Start of Block

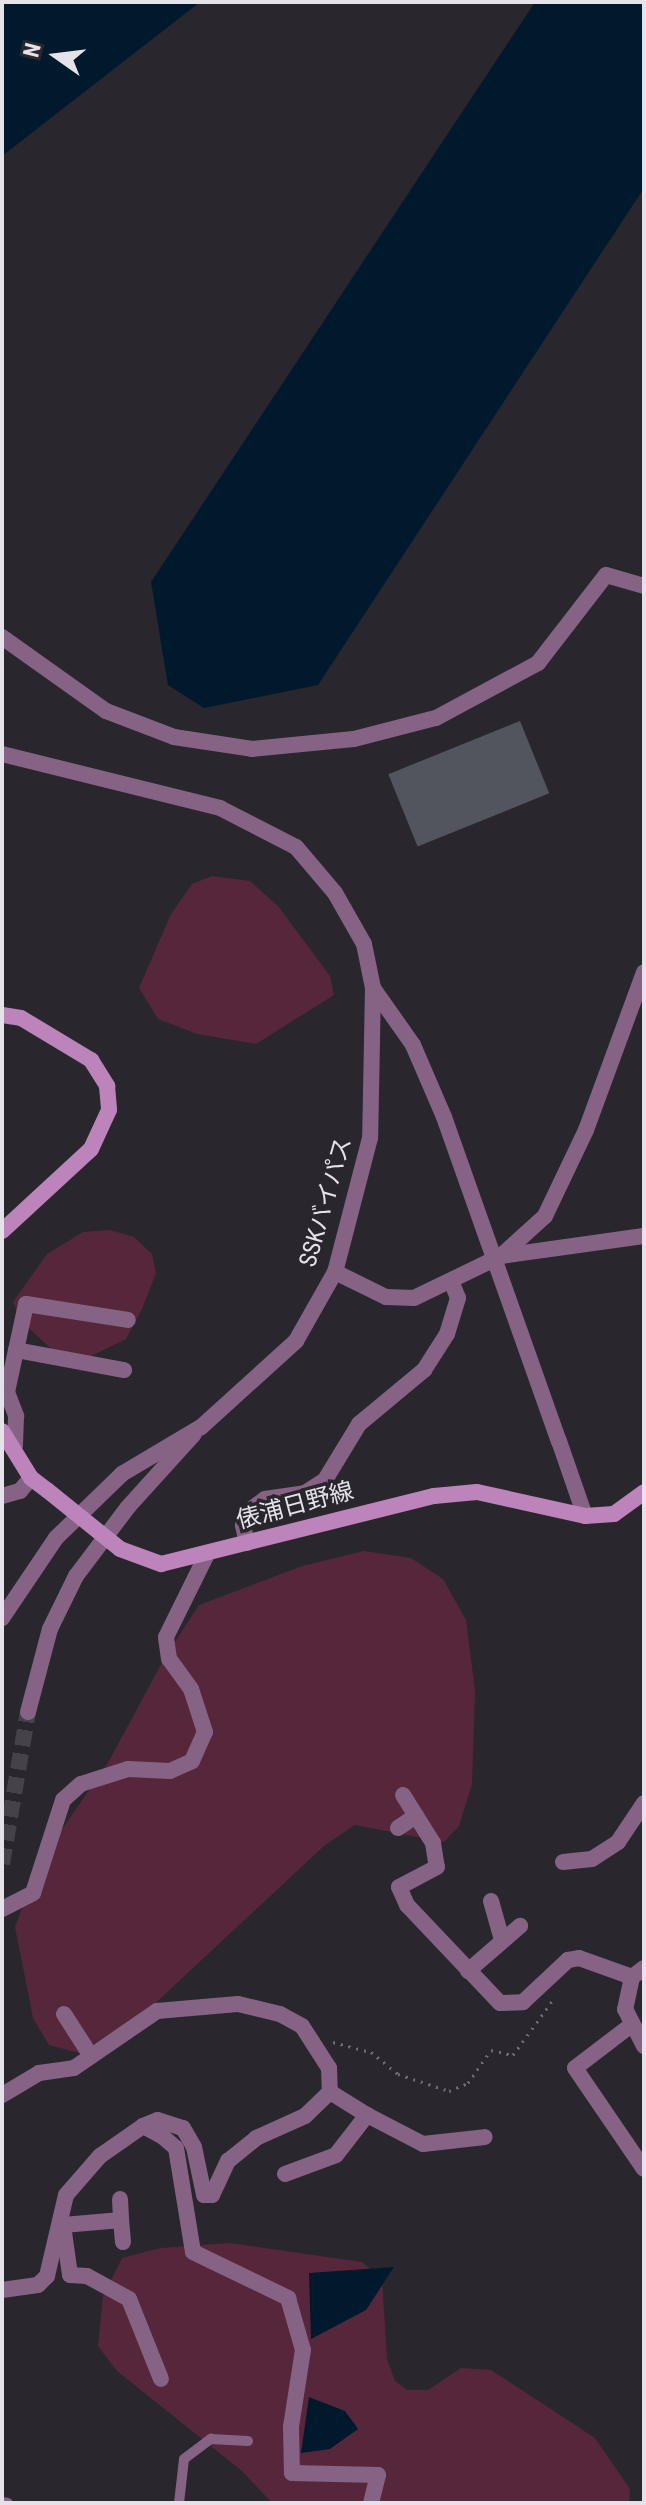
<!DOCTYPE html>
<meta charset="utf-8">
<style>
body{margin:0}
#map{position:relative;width:646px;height:2505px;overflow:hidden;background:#29262e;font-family:"Roboto Condensed","Noto Sans JP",sans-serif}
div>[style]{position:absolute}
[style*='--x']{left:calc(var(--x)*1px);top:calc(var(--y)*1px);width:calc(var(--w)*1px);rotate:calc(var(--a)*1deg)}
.green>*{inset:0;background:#56273a}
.water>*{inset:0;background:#00192d}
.building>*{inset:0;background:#52555d;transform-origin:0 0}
.tertiary-tunnel>*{height:16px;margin-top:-8px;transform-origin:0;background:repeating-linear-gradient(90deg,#45424a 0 16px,transparent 0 24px)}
.path>*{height:3px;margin-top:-1.5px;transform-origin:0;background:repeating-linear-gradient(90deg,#6f6d74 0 2px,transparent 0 8px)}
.service>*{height:10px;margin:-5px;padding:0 5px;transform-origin:5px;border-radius:5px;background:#866385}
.minor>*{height:16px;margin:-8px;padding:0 8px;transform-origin:8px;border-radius:8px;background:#866385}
.tertiary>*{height:16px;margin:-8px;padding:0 8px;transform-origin:8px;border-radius:8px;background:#866385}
.secondary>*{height:16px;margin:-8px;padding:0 8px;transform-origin:8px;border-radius:8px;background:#bc84bb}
.tertiary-bridge>*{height:16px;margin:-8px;padding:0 8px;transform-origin:8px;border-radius:8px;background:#866385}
.secondary-bridge>*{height:16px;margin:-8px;padding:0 8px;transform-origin:8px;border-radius:8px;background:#bc84bb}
span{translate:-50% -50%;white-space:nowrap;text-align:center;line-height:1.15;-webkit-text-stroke:7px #29262e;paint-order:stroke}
.street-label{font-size:24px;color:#e5e3e9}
.frame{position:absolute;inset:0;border:4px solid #e5e3e9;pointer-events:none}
.north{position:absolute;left:16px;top:16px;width:80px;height:80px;-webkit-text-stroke:6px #29262e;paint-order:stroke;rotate:284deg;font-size:22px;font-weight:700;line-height:32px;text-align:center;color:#e5e3e9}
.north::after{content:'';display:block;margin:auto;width:28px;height:36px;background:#e5e3e9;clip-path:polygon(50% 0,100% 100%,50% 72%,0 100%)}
</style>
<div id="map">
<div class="green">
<div style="clip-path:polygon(212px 876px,250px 881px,278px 906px,330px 976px,334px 995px,256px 1044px,197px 1034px,158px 1019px,139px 988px,171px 914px,192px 884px)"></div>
<div style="clip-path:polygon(110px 1230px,134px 1237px,152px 1254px,156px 1273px,142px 1309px,126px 1339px,91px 1356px,60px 1357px,21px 1321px,13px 1302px,47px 1254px,83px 1232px)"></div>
<div style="clip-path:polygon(364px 1551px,411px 1558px,443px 1579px,466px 1620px,475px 1691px,472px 1784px,459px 1826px,444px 1842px,355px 1825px,325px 1845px,148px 2010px,79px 2053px,49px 2045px,33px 2018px,15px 1927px,39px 1863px,109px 1761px,165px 1657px,199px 1605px,302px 1566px)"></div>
<div style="clip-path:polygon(230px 2243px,362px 2262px,382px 2279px,387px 2359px,395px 2381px,407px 2390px,428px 2390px,461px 2368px,491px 2370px,595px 2438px,630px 2489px,629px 2503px,272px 2503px,242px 2471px,117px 2371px,98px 2346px,103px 2296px,122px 2258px,161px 2248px)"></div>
</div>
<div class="water">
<div style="clip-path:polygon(2px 2px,200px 2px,2px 156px)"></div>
<div style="clip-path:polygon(535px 2px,644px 2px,644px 188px,318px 685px,204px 708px,168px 685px,151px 582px)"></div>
<div style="clip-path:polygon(394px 2267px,366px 2310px,311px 2339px,309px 2273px)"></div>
<div style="clip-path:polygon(309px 2397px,345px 2411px,358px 2429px,330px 2449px,301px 2453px)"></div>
</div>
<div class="building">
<div style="left:520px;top:721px;width:78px;height:142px;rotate:68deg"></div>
</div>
<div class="tertiary-tunnel">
<div style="--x:2;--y:1864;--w:154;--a:-80.3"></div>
</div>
<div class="path">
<div style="--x:333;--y:2042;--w:39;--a:15"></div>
<div style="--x:371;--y:2052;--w:35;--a:39"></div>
<div style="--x:398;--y:2074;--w:54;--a:18.4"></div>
<div style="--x:449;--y:2091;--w:21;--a:-23"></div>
<div style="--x:468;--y:2083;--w:40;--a:-55.1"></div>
<div style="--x:491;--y:2050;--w:23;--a:13"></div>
<div style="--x:513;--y:2055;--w:68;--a:-54"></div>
</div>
<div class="service">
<div style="--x:2;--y:2502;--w:6;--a:9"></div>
<div style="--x:179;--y:2503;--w:44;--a:-83.5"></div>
<div style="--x:184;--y:2459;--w:34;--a:-37"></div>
<div style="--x:211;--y:2439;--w:37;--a:3"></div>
</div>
<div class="minor">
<div style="--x:2;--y:637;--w:128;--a:35.4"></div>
<div style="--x:106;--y:711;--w:73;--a:20.9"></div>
<div style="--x:174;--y:737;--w:79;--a:8.7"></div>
<div style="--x:252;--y:749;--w:102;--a:-5.6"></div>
<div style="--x:354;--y:739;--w:85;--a:-14.4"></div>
<div style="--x:436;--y:718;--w:116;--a:-28.3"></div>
<div style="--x:538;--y:663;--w:111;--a:-52.3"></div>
<div style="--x:606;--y:575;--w:40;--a:16"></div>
<div style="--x:501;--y:1256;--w:144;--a:-8"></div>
<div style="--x:16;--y:1350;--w:110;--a:10.5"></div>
<div style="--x:2;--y:1390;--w:5;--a:22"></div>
<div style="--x:7;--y:1392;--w:90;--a:-77.8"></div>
<div style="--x:26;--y:1304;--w:103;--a:8.9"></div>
<div style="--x:7;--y:1392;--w:26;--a:69"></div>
<div style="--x:16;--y:1416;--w:30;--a:92"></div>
<div style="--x:2;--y:1496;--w:19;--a:-16"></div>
<div style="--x:20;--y:1491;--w:17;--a:-50"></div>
<div style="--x:247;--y:1543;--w:18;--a:-103"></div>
<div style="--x:243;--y:1525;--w:17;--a:-65"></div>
<div style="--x:250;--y:1510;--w:19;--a:-36"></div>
<div style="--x:265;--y:1499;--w:40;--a:-8.5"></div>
<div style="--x:305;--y:1493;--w:24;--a:-33"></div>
<div style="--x:325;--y:1480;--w:66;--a:-58.7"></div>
<div style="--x:359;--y:1424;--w:85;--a:-39.7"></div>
<div style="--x:424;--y:1370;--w:43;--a:-57.4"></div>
<div style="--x:447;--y:1334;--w:38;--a:-73"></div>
<div style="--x:458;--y:1298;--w:16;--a:-112"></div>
<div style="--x:403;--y:1795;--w:57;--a:58"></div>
<div style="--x:433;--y:1843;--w:24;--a:81"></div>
<div style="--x:437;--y:1867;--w:43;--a:152.2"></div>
<div style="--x:399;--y:1887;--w:20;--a:66"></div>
<div style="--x:407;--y:1905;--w:135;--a:46.5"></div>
<div style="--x:500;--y:2003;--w:23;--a:-2"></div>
<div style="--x:523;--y:2002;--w:62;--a:-43"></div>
<div style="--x:568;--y:1960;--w:11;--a:-10"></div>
<div style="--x:579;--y:1958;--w:56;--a:19.7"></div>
<div style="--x:398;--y:1828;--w:22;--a:-34"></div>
<div style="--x:563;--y:1862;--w:29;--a:-6"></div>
<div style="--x:592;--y:1859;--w:31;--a:-33"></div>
<div style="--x:618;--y:1842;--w:47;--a:-56.3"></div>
<div style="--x:491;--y:1901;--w:41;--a:74.2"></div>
<div style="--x:2;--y:1909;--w:35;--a:-27"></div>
<div style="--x:33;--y:1893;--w:98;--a:-72.1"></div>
<div style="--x:63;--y:1800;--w:24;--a:-42"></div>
<div style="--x:81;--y:1784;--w:49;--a:-17.7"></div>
<div style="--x:128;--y:1769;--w:42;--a:2.7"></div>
<div style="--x:170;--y:1771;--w:24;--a:-24"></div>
<div style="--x:192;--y:1761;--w:32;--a:-66"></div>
<div style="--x:205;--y:1732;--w:45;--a:-108"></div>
<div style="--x:191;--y:1689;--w:37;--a:-126"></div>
<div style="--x:169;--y:1659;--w:22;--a:-98"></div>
<div style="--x:166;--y:1637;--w:93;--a:-63.7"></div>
<div style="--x:644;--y:1968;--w:15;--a:143"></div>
<div style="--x:632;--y:1977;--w:33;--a:102"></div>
<div style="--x:625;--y:2009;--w:42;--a:62.8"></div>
<div style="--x:468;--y:1971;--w:69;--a:-40.9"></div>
<div style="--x:64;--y:2014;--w:50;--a:57.3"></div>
<div style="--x:630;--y:2026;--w:69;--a:142.6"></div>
<div style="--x:575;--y:2068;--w:122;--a:55.7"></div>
<div style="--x:2;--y:2095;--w:43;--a:-30.7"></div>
<div style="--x:39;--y:2073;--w:35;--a:-8"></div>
<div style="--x:74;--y:2068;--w:101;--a:-34.5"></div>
<div style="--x:157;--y:2011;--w:81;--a:-4.9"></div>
<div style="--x:238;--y:2004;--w:43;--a:13.4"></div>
<div style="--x:280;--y:2014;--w:25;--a:29"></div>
<div style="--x:302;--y:2026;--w:50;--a:57.3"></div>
<div style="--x:329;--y:2068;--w:24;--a:88"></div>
<div style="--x:330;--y:2092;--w:44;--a:31.9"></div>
<div style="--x:367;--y:2115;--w:63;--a:27.4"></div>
<div style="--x:423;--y:2144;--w:62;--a:-6.4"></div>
<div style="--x:143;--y:2126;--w:16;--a:-22"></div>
<div style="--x:158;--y:2120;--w:26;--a:18"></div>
<div style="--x:183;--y:2128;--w:22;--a:60"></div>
<div style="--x:194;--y:2147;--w:49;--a:78.2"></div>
<div style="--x:204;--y:2195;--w:8;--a:0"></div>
<div style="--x:212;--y:2195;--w:38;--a:-65"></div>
<div style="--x:228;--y:2161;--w:36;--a:-39"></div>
<div style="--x:256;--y:2138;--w:54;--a:-24.2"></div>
<div style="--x:305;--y:2116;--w:35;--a:-44"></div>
<div style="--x:285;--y:2174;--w:54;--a:-20.4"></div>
<div style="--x:336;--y:2155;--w:51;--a:-52.2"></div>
<div style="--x:120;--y:2199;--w:21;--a:87"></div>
<div style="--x:123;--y:2242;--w:22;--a:-95"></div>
<div style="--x:121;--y:2220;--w:58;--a:175.1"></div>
<div style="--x:63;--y:2225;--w:50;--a:82"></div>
<div style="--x:70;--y:2275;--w:17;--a:3"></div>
<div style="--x:87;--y:2276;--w:48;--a:28.7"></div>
<div style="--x:129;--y:2299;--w:86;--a:68.2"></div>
<div style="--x:2;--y:2290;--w:36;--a:-8"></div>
<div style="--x:38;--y:2285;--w:13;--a:-45"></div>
<div style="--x:47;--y:2276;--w:83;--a:-76.8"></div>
<div style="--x:66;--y:2195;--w:52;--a:-48.9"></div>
<div style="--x:100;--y:2156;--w:52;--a:-34.9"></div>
<div style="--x:143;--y:2126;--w:21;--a:28"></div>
<div style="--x:162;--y:2136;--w:18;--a:41"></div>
<div style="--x:176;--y:2148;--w:105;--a:80.7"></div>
<div style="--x:193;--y:2252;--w:106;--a:25.8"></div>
<div style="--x:288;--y:2298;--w:54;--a:73.9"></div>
<div style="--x:303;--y:2350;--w:78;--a:98.9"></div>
<div style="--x:291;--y:2427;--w:46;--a:88.8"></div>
<div style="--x:292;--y:2473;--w:86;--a:1.3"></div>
<div style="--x:378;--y:2475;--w:29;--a:104"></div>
</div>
<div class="tertiary">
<div style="--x:2;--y:754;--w:225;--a:13.9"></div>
<div style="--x:220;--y:808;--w:85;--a:27.2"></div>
<div style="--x:296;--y:847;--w:60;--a:49.7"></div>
<div style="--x:335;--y:893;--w:59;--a:60.4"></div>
<div style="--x:364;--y:944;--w:45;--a:78.4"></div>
<div style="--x:373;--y:988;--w:150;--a:91.1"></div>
<div style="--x:370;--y:1138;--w:138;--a:104.6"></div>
<div style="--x:335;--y:1272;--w:79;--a:119.5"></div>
<div style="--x:296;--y:1341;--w:128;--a:137.8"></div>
<div style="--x:201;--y:1427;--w:92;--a:149.3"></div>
<div style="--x:122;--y:1474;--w:92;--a:135.9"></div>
<div style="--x:56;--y:1538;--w:97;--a:124"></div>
<div style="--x:373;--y:988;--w:70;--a:54.9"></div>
<div style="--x:413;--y:1045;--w:78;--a:66.7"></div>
<div style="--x:335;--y:1272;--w:57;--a:26.1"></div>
<div style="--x:386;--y:1297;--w:28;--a:2"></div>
<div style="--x:414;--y:1298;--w:97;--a:-25.8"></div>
<div style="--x:501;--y:1256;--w:59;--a:-42.3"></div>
<div style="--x:545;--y:1216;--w:95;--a:-64.5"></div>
<div style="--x:586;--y:1130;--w:168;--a:-69.8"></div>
<div style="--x:559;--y:1441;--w:79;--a:70.9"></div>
<div style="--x:28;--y:1712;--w:86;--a:-75.2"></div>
<div style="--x:50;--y:1629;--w:59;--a:-63.9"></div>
<div style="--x:76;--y:1576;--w:86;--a:-53"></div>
<div style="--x:128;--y:1507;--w:98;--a:-47.9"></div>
</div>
<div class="secondary">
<div style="--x:2;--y:1015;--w:19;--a:9"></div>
<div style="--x:21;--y:1018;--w:82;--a:31"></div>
<div style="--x:91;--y:1060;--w:31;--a:58"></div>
<div style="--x:107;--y:1086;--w:24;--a:85"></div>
<div style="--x:109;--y:1110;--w:43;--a:114.8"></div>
<div style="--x:91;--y:1149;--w:121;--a:137.3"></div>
<div style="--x:2;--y:1431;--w:55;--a:58.3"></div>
<div style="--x:31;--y:1478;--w:20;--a:37"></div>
<div style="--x:120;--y:1549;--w:44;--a:20.1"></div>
<div style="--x:161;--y:1564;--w:281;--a:-14"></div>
<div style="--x:434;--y:1496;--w:43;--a:-5.3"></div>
<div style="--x:477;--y:1492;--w:111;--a:12.5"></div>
<div style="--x:585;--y:1516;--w:29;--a:-4"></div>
<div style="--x:614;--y:1514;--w:37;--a:-36"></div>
</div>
<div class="tertiary-bridge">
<div style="--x:444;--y:1117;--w:344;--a:70.5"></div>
</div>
<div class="secondary-bridge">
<div style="--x:47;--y:1490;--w:94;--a:38.9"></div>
</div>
<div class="street-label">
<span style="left:326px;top:1202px;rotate:-74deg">SSKバイパス</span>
<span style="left:295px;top:1506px;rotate:-15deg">俵浦日野線</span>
</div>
<div class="frame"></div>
<div class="north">N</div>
</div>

End of Block

**WORK TO COMPLETE:**
Make an exact copy of the lines from the top of the material through the line with "0 2px,transparent 0", pictures excluded.

**EXERCISE RESPONSE:**
<!DOCTYPE html>
<meta charset="utf-8">
<style>
body{margin:0}
#map{position:relative;width:646px;height:2505px;overflow:hidden;background:#29262e;font-family:"Roboto Condensed","Noto Sans JP",sans-serif}
div>[style]{position:absolute}
[style*='--x']{left:calc(var(--x)*1px);top:calc(var(--y)*1px);width:calc(var(--w)*1px);rotate:calc(var(--a)*1deg)}
.green>*{inset:0;background:#56273a}
.water>*{inset:0;background:#00192d}
.building>*{inset:0;background:#52555d;transform-origin:0 0}
.tertiary-tunnel>*{height:16px;margin-top:-8px;transform-origin:0;background:repeating-linear-gradient(90deg,#45424a 0 16px,transparent 0 24px)}
.path>*{height:3px;margin-top:-1.5px;transform-origin:0;background:repeating-linear-gradient(90deg,#6f6d74 0 2px,transparent 0 8px)}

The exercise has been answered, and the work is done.